DATA SECTION
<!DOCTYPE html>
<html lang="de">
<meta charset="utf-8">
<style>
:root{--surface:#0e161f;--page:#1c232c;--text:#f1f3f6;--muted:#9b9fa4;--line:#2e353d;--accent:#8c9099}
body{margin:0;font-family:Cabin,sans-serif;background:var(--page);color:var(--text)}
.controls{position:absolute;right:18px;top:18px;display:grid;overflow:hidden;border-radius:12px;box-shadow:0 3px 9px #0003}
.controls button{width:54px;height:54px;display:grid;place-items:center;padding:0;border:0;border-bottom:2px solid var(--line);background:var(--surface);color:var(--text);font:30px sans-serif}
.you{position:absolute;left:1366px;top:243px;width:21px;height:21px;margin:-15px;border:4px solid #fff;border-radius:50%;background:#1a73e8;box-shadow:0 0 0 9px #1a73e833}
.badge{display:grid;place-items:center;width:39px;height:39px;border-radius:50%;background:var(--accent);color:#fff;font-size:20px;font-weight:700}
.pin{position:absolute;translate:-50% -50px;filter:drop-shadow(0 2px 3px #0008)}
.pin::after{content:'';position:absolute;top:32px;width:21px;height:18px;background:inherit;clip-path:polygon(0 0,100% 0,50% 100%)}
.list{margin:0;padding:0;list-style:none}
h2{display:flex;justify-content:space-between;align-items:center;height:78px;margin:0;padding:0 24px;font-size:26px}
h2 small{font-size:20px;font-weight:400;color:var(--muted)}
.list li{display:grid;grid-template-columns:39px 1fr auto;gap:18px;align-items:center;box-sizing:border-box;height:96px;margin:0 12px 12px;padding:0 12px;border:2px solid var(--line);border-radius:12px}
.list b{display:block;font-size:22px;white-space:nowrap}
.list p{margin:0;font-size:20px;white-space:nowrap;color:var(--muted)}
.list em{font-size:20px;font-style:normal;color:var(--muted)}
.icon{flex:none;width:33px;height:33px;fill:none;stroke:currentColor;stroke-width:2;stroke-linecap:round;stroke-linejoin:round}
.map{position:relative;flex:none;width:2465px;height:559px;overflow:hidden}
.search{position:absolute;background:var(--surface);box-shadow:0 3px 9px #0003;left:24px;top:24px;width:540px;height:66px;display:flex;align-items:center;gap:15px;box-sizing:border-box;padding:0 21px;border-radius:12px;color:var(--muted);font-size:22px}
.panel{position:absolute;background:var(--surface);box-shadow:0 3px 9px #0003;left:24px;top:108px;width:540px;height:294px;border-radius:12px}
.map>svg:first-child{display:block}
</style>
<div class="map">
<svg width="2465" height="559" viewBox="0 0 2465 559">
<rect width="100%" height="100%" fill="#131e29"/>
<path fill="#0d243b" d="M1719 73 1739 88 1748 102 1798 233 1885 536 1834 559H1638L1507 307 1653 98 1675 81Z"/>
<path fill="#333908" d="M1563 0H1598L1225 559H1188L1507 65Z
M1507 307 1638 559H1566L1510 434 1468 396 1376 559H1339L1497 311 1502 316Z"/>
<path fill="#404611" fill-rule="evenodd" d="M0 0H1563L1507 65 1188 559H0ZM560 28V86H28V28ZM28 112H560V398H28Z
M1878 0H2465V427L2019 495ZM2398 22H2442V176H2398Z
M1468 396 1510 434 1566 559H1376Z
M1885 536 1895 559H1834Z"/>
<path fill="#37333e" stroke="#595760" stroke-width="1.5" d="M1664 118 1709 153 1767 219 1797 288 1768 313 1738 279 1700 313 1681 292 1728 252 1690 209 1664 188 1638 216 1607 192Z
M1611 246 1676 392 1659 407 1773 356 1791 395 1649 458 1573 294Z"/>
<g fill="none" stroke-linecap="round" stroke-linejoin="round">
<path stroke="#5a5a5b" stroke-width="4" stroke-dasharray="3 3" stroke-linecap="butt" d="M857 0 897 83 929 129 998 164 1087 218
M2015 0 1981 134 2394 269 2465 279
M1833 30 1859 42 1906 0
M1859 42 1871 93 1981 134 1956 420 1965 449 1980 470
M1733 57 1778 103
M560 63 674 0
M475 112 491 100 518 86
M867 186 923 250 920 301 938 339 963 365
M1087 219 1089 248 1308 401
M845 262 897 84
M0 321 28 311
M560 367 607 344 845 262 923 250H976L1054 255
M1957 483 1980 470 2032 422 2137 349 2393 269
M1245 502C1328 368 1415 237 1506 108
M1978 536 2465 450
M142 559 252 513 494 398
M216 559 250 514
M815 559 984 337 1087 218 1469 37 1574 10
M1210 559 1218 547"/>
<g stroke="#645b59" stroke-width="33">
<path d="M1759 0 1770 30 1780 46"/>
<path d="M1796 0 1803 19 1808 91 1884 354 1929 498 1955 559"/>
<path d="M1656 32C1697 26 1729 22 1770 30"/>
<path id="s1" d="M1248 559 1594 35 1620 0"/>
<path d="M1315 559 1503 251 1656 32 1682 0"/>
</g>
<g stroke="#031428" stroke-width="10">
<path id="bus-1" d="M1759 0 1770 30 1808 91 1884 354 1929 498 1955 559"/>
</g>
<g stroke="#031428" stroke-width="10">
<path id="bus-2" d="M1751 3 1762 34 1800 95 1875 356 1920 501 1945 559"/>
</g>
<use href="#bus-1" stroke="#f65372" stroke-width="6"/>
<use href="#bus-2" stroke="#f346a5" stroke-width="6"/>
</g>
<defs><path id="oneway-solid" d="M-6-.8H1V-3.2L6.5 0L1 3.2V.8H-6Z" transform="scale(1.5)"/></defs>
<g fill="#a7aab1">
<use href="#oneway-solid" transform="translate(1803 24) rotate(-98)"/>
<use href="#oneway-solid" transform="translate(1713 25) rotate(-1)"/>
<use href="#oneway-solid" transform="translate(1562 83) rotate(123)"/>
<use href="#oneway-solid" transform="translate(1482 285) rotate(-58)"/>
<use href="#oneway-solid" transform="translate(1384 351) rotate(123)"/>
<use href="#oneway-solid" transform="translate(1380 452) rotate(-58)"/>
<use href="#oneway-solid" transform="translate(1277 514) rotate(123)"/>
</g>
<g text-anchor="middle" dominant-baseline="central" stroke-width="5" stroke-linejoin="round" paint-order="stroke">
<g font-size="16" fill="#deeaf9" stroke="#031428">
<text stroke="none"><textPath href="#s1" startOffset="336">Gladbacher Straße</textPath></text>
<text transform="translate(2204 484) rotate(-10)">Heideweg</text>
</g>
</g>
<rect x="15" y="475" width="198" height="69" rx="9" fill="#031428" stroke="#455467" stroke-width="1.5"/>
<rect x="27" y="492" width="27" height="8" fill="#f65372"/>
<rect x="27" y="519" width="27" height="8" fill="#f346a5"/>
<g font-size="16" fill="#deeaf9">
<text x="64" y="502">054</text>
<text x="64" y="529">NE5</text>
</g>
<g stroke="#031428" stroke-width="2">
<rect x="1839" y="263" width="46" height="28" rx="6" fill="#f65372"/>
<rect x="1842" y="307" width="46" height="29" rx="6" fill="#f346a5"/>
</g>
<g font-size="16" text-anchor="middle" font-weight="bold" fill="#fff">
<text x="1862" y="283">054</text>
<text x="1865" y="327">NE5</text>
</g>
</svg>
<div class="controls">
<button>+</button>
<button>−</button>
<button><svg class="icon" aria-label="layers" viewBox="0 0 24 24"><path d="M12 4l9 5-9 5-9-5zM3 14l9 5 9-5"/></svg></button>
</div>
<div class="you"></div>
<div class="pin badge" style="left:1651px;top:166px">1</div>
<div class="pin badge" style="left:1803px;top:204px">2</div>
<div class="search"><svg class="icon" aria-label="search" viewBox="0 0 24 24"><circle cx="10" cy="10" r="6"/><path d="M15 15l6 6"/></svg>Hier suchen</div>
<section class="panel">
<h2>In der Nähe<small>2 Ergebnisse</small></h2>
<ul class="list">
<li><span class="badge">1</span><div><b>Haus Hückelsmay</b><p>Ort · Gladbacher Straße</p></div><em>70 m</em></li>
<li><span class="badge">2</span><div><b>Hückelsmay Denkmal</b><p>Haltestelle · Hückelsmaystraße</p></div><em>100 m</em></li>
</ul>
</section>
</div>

YOUR TASK
With the line containing "<button>+</button>" as the first and the final line of the records as the last, copy that span exactly and nothing more.

EXERCISE RESPONSE
<button>+</button>
<button>−</button>
<button><svg class="icon" aria-label="layers" viewBox="0 0 24 24"><path d="M12 4l9 5-9 5-9-5zM3 14l9 5 9-5"/></svg></button>
</div>
<div class="you"></div>
<div class="pin badge" style="left:1651px;top:166px">1</div>
<div class="pin badge" style="left:1803px;top:204px">2</div>
<div class="search"><svg class="icon" aria-label="search" viewBox="0 0 24 24"><circle cx="10" cy="10" r="6"/><path d="M15 15l6 6"/></svg>Hier suchen</div>
<section class="panel">
<h2>In der Nähe<small>2 Ergebnisse</small></h2>
<ul class="list">
<li><span class="badge">1</span><div><b>Haus Hückelsmay</b><p>Ort · Gladbacher Straße</p></div><em>70 m</em></li>
<li><span class="badge">2</span><div><b>Hückelsmay Denkmal</b><p>Haltestelle · Hückelsmaystraße</p></div><em>100 m</em></li>
</ul>
</section>
</div>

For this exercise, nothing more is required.